Having finished her potatoes, the two year old began scarfing them off of moms plate, ergo defeating the low carb diet plan for her, and making mine lower than low carb.
Well, I thought to myself, at least I defeated the sugar deamons of breakfast, as I idly played with the orange drink container. Glancing at the label, I made the mistake of looking at sugar content...
Sometimes as a parent when you fail utterly at a goal you set for yourself, it is best to step back and examine the whole situation. Here, my mission was thwarted by the eating habits of a two year old, but the primary objective HAD been accomplished. I cooked something that Cora would eat, and eat a considerable amount of, that contained natural calories without the bolstered effects of cereal, and that I could modify slightly to make it tasty and edible for me.

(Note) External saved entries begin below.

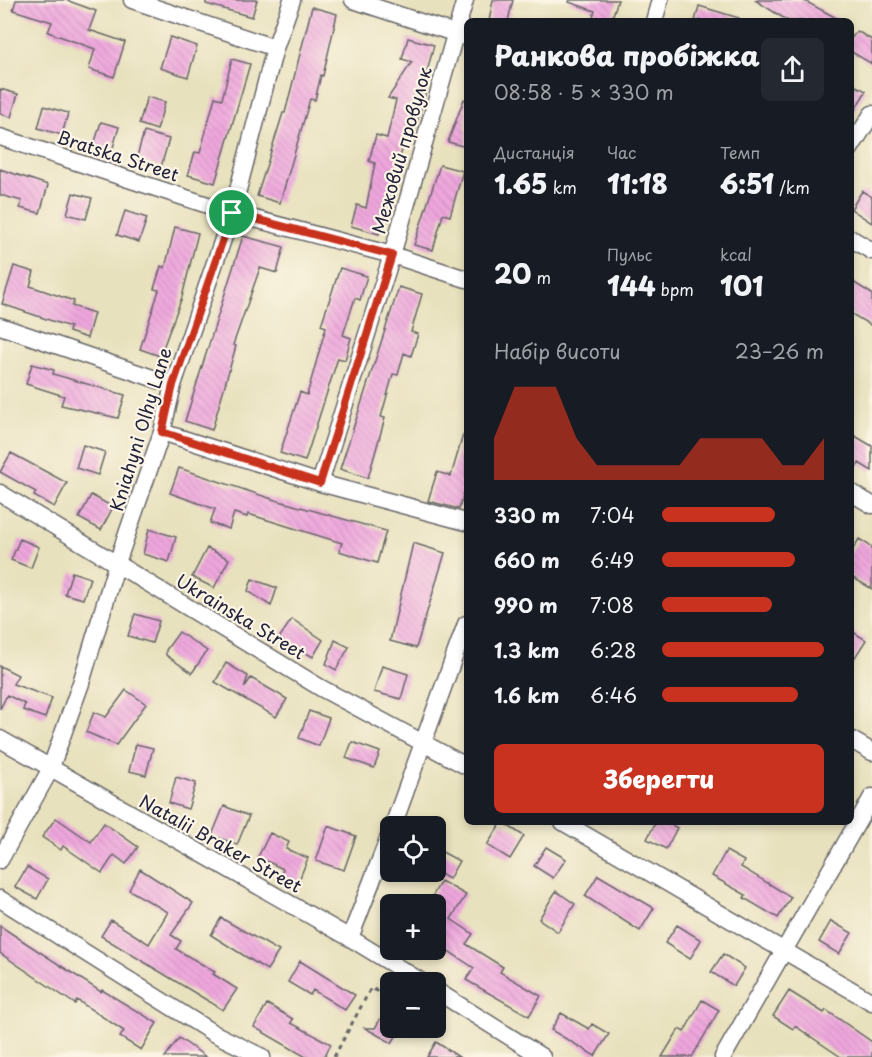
<!DOCTYPE html>
<html lang="uk">
<meta charset="utf-8">
<style>
:root{--surface:#171b24;--page:#242831;--text:#f1f3f6;--muted:#9ea1a6;--accent:#c8321e}
body{margin:0;font-family:"Playpen Sans",sans-serif;background:var(--page);color:var(--text);height:100vh;display:flex;flex-direction:column;font-size:22px;white-space:nowrap}
*{box-sizing:border-box;margin:0}
p{font-size:20px;color:var(--muted)}
.icon{flex:none;width:33px;height:33px;fill:none;stroke:currentColor;stroke-width:2;stroke-linecap:round;stroke-linejoin:round}
.map{position:relative;flex:1;overflow:hidden}
.panel{position:absolute;left:464px;top:18px;width:390px;height:807px;display:flex;flex-direction:column;background:var(--surface);border-radius:9px;box-shadow:0 3px 9px #0003}
.panel>*{flex:none}
.tools{position:absolute;left:380px;top:816px;display:grid;gap:12px}
.tools a{display:grid;place-items:center;width:66px;height:66px;border-radius:9px;background:var(--surface);box-shadow:0 3px 9px #0003;font-size:30px}
.pin{position:absolute;display:grid;place-items:center;width:51px;height:51px;color:#fff;margin:-26px;border:3px solid #fff;border-radius:50%;box-shadow:0 2px 6px #0007}
.round{display:grid;place-items:center;flex:none;width:63px;height:63px;border-radius:9px;background:var(--page)}
.headline{display:flex;align-items:center;justify-content:space-between;height:102px;padding:0 30px}
h1{font-size:27px;font-weight:800;line-height:45px}
.figures{display:grid;grid-template-columns:repeat(3,1fr);gap:9px;height:102px;padding:6px 30px}
.figures div{display:grid;align-content:center}
.figures b{font-size:26px;font-weight:800}
.figures small{font-size:16px;font-weight:400}
.figures p{font-size:16px}
.chart{height:168px;padding:12px 30px}
.chart p{display:flex;justify-content:space-between}
.chart svg{width:100%;height:108px;margin-top:6px;fill:var(--accent);opacity:.7}
.action{display:flex;gap:12px;margin-top:auto;padding:12px 30px}
.action a{flex:1;height:69px;border-radius:9px;background:var(--accent);color:#fff;font-size:24px;font-weight:800;line-height:69px;text-align:center}
ul{padding:0 30px;list-style:none;font-size:20px}
li{display:grid;grid-template-columns:96px 72px 1fr;align-items:center;height:45px}
li i{height:15px;border-radius:8px;background:var(--accent)}
.map>svg:first-child{display:block}
.building{fill:url(#building-back-hatch)}
.lines{fill:none;stroke-linecap:round;stroke-linejoin:round}
.minor-casing{stroke:#676568;stroke-width:19}
.path{stroke:#676568;stroke-width:3;stroke-dasharray:4.5 4.5;stroke-linecap:butt}
.minor{stroke:#fff;stroke-width:16}
.route-casing{stroke:#fff;stroke-width:12}
.route{stroke:#c8321e;stroke-width:8}
.labels{text-anchor:middle;dominant-baseline:central;stroke-width:4.5;stroke-linejoin:round;paint-order:stroke}
.street-label{font-size:18px;fill:#22223b;stroke:#fcf5e5}
</style>
<div class="map">
<svg width="872" height="1057" viewBox="0 0 872 1057">
<defs>
<pattern id="building-back-hatch" width="6" height="6" patternUnits="userSpaceOnUse" patternTransform="scale(1.5)"><rect width="6" height="6" fill="#efa7dd"/><path d="M-1 5l2 2M0 0l6 6M5-1l2 2" fill="none" stroke="#cd8fbf"/></pattern>
</defs>
<rect width="100%" height="100%" fill="#fcf5e5"/>
<filter id="ink" filterUnits="userSpaceOnUse"><feTurbulence type="fractalNoise" baseFrequency=".0167" numOctaves="2"/><feDisplacementMap in="SourceGraphic" scale="12" xChannelSelector="R" yChannelSelector="G"/><feConvolveMatrix kernelMatrix="1 2 1 2 8 2 1 2 1" color-interpolation-filters="sRGB"/></filter>
<filter id="wash" filterUnits="userSpaceOnUse"><feTurbulence type="fractalNoise" baseFrequency=".008" numOctaves="4" result="noise"/><feDisplacementMap in="SourceGraphic" scale="24" xChannelSelector="R" yChannelSelector="G"/><feGaussianBlur stdDeviation="1.35" result="paint"/><feColorMatrix in="noise" values="0 0 0 0 0 0 0 0 0 0 0 0 0 0 0 0 0 1.4 0 .05"/><feComposite in="paint" operator="in"/></filter>
<g filter="url(#wash)">
<rect width="100%" height="100%" fill="#e8e1bd"/>
<g id="blocks">
<!-- building -->
<path class="building" d="M16,0H66L96,11L89,30L125,42L114,77L89,69L95,49L48,32L52,22L13,10Z
M206,0H257L252,17L206,4Z
M493,0H513L508,21H489Z
M570,0H618L611,21H592L595,11L569,2Z
M755,0H803L842,21H788Z
M699,6L739,18L738,21H695Z
M312,7L337,14L323,76L321,75L315,100L310,99L280,203L257,196L283,113H285Z
M857,31L872,40V64L850,51V40Z
M170,37L197,46L188,77L160,68Z
M408,38L434,45L423,87L427,88L415,129L408,128L379,234L351,226L357,205L366,208L375,163L369,161L376,135L387,138L396,100L388,98L412,62L402,59Z
M232,59L250,64L215,183L188,175L195,152L200,153L215,97L222,99Z
M850,83L866,91L850,118Z
M0,89L18,94L11,117L0,114Z
M147,97L165,102L157,130L139,124Z
M464,99L466,100V147L448,142Z
M44,106L68,113L62,135L38,128Z
M101,122L119,127L112,151L94,145Z
M144,132L169,139L161,167L136,160Z
M440,165L463,171L450,216L443,214L433,250L414,245Z
M0,169L48,185L40,213L20,208L22,201L0,195Z
M862,191L872,197V223L851,209Z
M73,193L92,198L86,219L67,214Z
M125,211L147,218L139,242L117,235Z
M175,227L198,233L182,297L160,356L140,349L159,290L154,289L161,266L165,268Z
M243,236L284,247L277,273L260,268L233,345L236,346L212,430L185,421Z
M14,266L34,272L30,286L74,301L72,306L94,313L87,338L69,332L70,327L2,304Z
M340,268L367,276L360,300L355,298L343,335L351,338L345,360L338,358L305,461L280,453L300,392L307,395L326,327L321,325Z
M850,280L872,294V326L850,313Z
M399,287L422,294L411,332L418,334L411,356L404,353L398,375L393,374L381,417L385,418L368,478L340,469Z
M32,364L54,370L53,374L125,395L118,418L61,405L64,396L26,384Z
M850,433L872,446V471L859,463L850,477Z
M463,435L466,436V485L459,509L428,501L437,472L451,476Z
M83,445L105,452L98,475L76,468Z
M11,453L67,483L54,507L34,496L36,492L0,472Z
M179,468L272,499L386,531L377,563L339,551L342,543L248,514L247,517L234,513L229,529L210,523L215,509L170,493Z
M91,495L113,507L101,530L79,518Z
M149,529L176,537L169,562L143,554Z
M20,539L39,547L31,568L11,560Z
M859,539L872,547V589L850,576V554Z
M413,543L445,553L416,648L390,641Z
M207,548L229,559L214,588L192,577Z
M72,572L90,578L83,599L65,594Z
M252,579L277,588L271,606L248,591Z
M135,614L159,621L152,643L128,636Z
M292,619L323,640L313,657L303,651L301,654L279,638Z
M850,630L866,640L850,665Z
M179,632L207,651L192,673L166,655V650Z
M335,640L349,647L336,670L326,664Z
M226,663L248,676L244,688L251,678L287,699L276,717L215,682Z
M0,666L18,675L13,684L52,698L45,718L23,710L25,704L7,695L0,709Z
M382,666L408,674L401,699L374,692Z
M126,690L146,704L116,745L86,732L94,712L106,717Z
M309,711L329,718L319,746L299,738Z
M352,742L380,752L374,768L346,758Z
M136,744L153,748L146,775L129,771Z
M176,777L196,783L188,809L169,803Z
M224,806L249,816L237,845L212,835Z
M56,818L91,842L104,823L138,847L126,864L114,855L102,873L63,846L61,850L42,837Z
M502,822L524,836L510,859L487,845Z
M656,822H667L677,828L666,849L647,839Z
M328,826L356,836L344,870L316,861Z
M270,833L289,842L286,849L308,858L297,885L280,877L283,869L258,857Z
M546,847L566,859L553,878L534,866Z
M435,848L459,861L449,879L435,871Z
M726,851L744,861L741,867L791,897L778,918L744,898L746,895L712,876Z
M27,867L48,879L37,899L15,887Z
M140,869L193,903L171,935L181,941L176,949L215,972L213,974L237,989L223,1010L101,936L111,920L149,944L168,912L129,890Z
M598,875L654,908L640,931L585,896Z
M441,881L466,895L451,919L473,934L466,944L503,967L500,972L541,996L529,1016L466,980L474,968L435,942V904H428Z
M556,891L575,904L558,932L539,919Z
M221,918L279,951L267,970L211,935Z
M831,921L852,933L839,954L819,942Z
M677,925L701,940L690,959L665,943Z
M0,926L101,992L102,990L157,1023L141,1050L120,1037L124,1031L77,1000L75,1004L0,953Z
M723,954L745,968L734,986L711,972Z
M300,961L355,995L345,1010L313,990L310,995L288,982Z
M789,991L824,1013L826,1010L872,1042V1057H841L795,1026L793,1029L773,1016Z
M702,1000L719,1010L692,1057H662L679,1029L684,1032Z
M390,1002V1028H401L392,1043L365,1028H375Z
M267,1004L293,1019L291,1023L331,1044L324,1057H306L254,1027Z
M561,1013L589,1029L592,1024L609,1034L595,1056L551,1030Z
M179,1038L206,1057H165Z
M436,1042L459,1057H427Z"/>
</g>
</g>
<g filter="url(#ink)">
<use href="#blocks" fill-opacity="0" stroke="#676568" stroke-width="1.5"/>
<g class="lines">
<defs>
<path id="minor" d="M132,0L275,48
M353,0L466,37
M654,21L660,0
M0,137L232,213L392,255L466,279
M850,149L872,114
M850,238L872,251
M0,326L173,385
M162,432L320,483L466,522
M320,483L392,255L465,0
M850,492L872,505
M0,493L321,688L466,766
M0,739L350,938L422,982
M850,739L872,752
M563,822L872,1002
M393,826L466,624
M0,860L50,770L81,683L117,563L162,432L173,385L232,213L275,48L292,0
M0,899L213,1033L262,1057
M350,938L390,834
M435,990L542,1057
M723,1057L872,797"/>
</defs>
<!-- minor casing -->
<use href="#minor" class="minor-casing"/>
<!-- path -->
<path class="path" d="M334,1057L371,988L377,991L391,981"/>
<!-- minor -->
<use href="#minor" class="minor"/>
</g>
</g>
<g class="lines" filter="url(#ink)">
<defs>
<path id="route" d="M232,213L392,255L320,483L162,432L173,385Z"/>
</defs>
<!-- route casing -->
<use href="#route" class="route-casing"/>
<!-- route -->
<use href="#route" class="route"/>
</g>
<g class="labels">
<!-- street labels -->
<g class="street-label">
<text transform="translate(401 150) rotate(-74)">Межовий провулок</text>
<text transform="translate(118 155) rotate(18)">Bratska Street</text>
<text transform="translate(140 429) rotate(-73)">Kniahyni Olhy Lane</text>
<text transform="translate(241 616) rotate(31)">Ukrainska Street</text>
<text transform="translate(221 843) rotate(29)">Natalii Braker Street</text>
</g>
</g>
</svg>
<div class="tools">
<a><svg class="icon" aria-label="locate" viewBox="0 0 24 24"><circle cx="12" cy="12" r="6"/><path d="M12 2v4M12 18v4M2 12h4M18 12h4"/></svg></a>
<a>+</a>
<a>−</a>
</div>
<div class="pin" style="left:232px;top:213px;background:#1e9e55"><svg class="icon" aria-label="arrive" viewBox="0 0 24 24"><path d="M6 21V4h12l-3 4 3 4H6"/></svg></div>
<section class="panel">
<div class="headline"><div><h1>Ранкова пробіжка</h1><p>08:58 · 5 × 330 m</p></div><a class="round"><svg class="icon" aria-label="share" viewBox="0 0 24 24"><path d="M12 15V3M7 8l5-5 5 5M5 13v7h14v-7"/></svg></a></div>
<div class="figures">
<div><p>Дистанція</p><b>1.65<small> km</small></b></div>
<div><p>Час</p><b>11:18</b></div>
<div><p>Темп</p><b>6:51<small> /km</small></b></div>
</div>
<div class="figures">
<div><b>20<small> m</small></b></div>
<div><p>Пульс</p><b>144<small> bpm</small></b></div>
<div><p>kcal</p><b>101</b></div>
</div>
<div class="chart"><p><span>Набір висоти</span>23–26 m</p>
<svg viewBox="0 0 160 44" preserveAspectRatio="none"><path d="M0 44V27L10 6L20 6L30 6L40 27L50 38L60 38L70 38L80 38L90 38L100 27L110 27L120 27L130 27L140 38L150 38L160 27V44z"/></svg>
</div>
<ul>
<li><b>330 m</b>7:04<i style="width:70%"></i></li>
<li><b>660 m</b>6:49<i style="width:82%"></i></li>
<li><b>990 m</b>7:08<i style="width:68%"></i></li>
<li><b>1.3 km</b>6:28<i style="width:100%"></i></li>
<li><b>1.6 km</b>6:46<i style="width:84%"></i></li>
</ul>
<div class="action"><a>Зберегти</a></div>
</section>
</div>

This WAS a nutritious breakfast for a two year old. It was not some fast food billion calorie creation, or an artificial concoction of puffed processed grains and added sterile flavorless nutrients.
I bet you're still wondering how much sugar was in the orange drink....
( most kids cereals have 12-15 grams)
Oh! And did you know that egg yolk is what Michaelangelo mixed with pigments to get all that paint to stick to the ceiling of the Sistine Chapel? And did you know you can stick all sorts of things to a shirt with the same compound?